Later today the Lord Chancellor will make a statement in the Commons setting out the next stage in the government’s Transforming Legal Aid proposals. Already published is a letter from him setting out some of what will be announced, and a response to the initial consultation and a further consultation paper is expected.

From what we know so far, it seems:

  • price competitive tendering will not happen
  • Crime fees will be cut by 17.5%, half in 2014 and half in 2015
  • There will be two crime contracts, one allowing unlimited own client work and one allocating duty slots to firms, but breaking the link between individual duty solicitors and slots
  • There will be an independent review of advocacy in crime and work to save costs elsewhere in the system
  • The civil proposals, including removing the right to legal aid in most cases for prisoners, cuts to judicial review, the residence test and cuts to fees for childcare work, seem likely to go ahead as proposed
  • When published, we will post the consultation documents and bring you more detail.
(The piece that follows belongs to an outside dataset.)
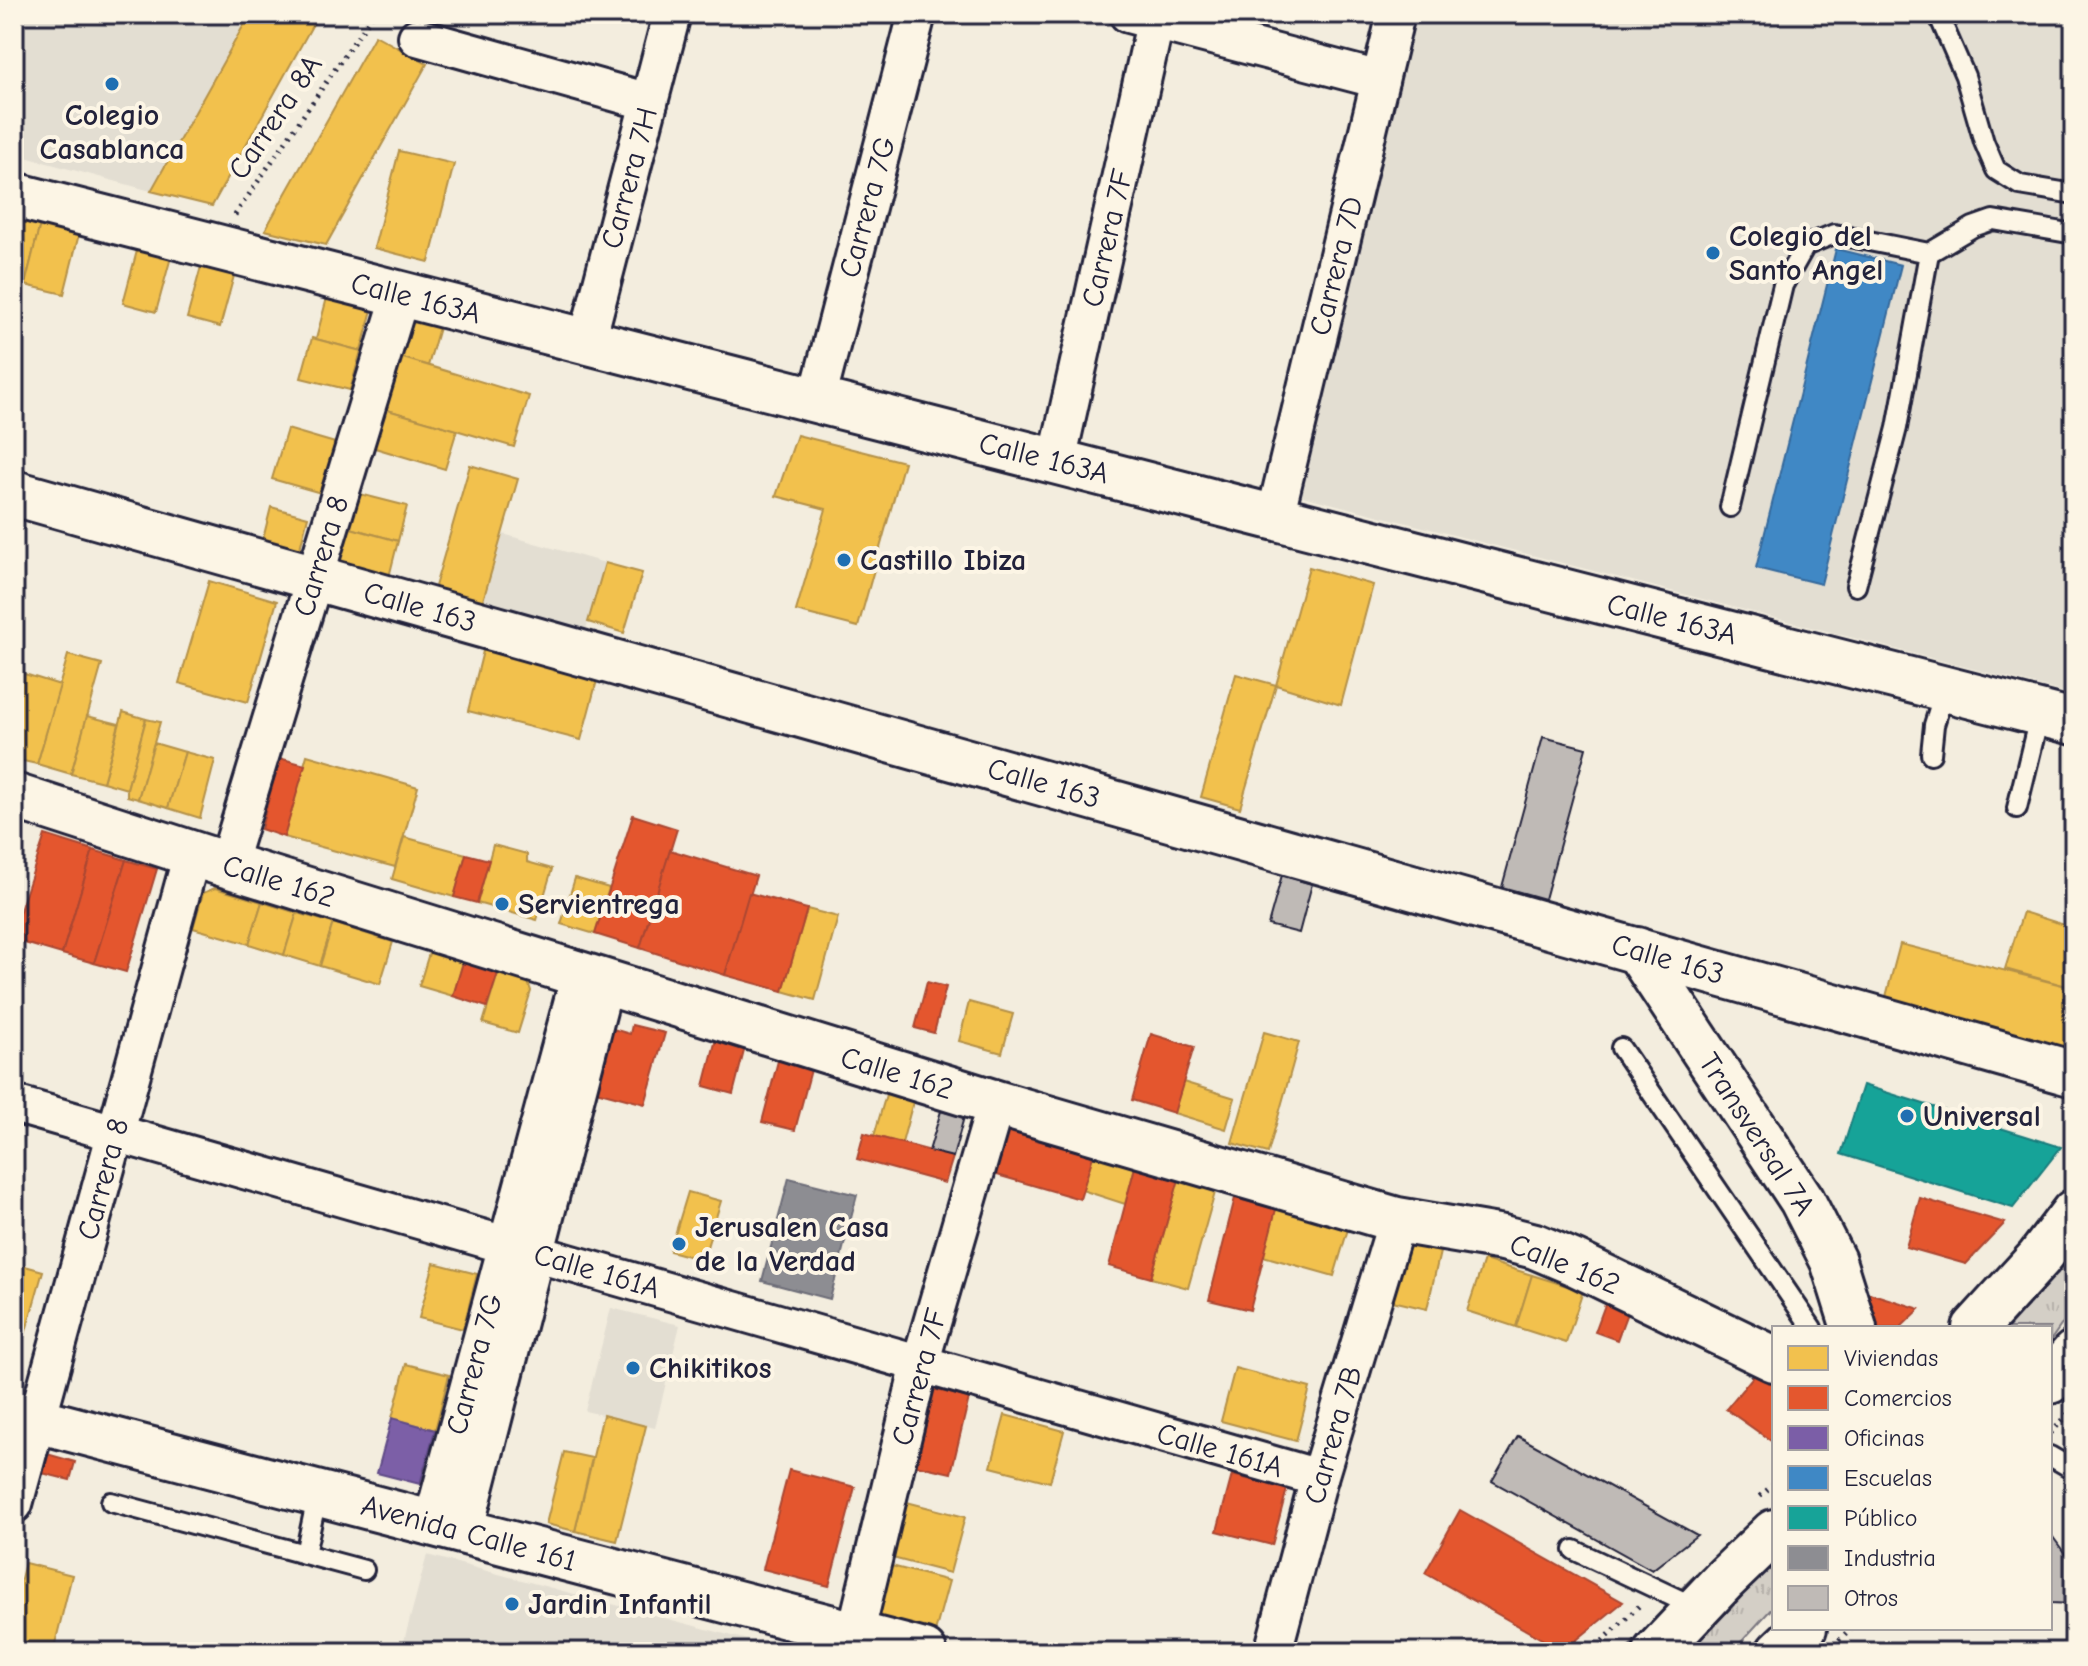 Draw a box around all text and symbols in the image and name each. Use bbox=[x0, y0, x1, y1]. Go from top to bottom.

But it seems that whatever happens today will not be the end of the matter; there will be more campaigning, more debate and more challenges to come. Whether PCT was ever a serious proposition, or as some have suggested a straw man allowing administrative cuts to be brought in more easily, it has succeeded in uniting all parts of the profession as perhaps never before. And it must be remembered that what will go ahead, even without PCT, will be devastating. It is seriously questionable whether crime and family practitioners can absorb more fee cuts and stay viable. And the civil proposals, largely it seems unchanged, remain a fundamental concern to the rule of law by depriving groups of people of access to the courts no matter how they are treated by the state and others.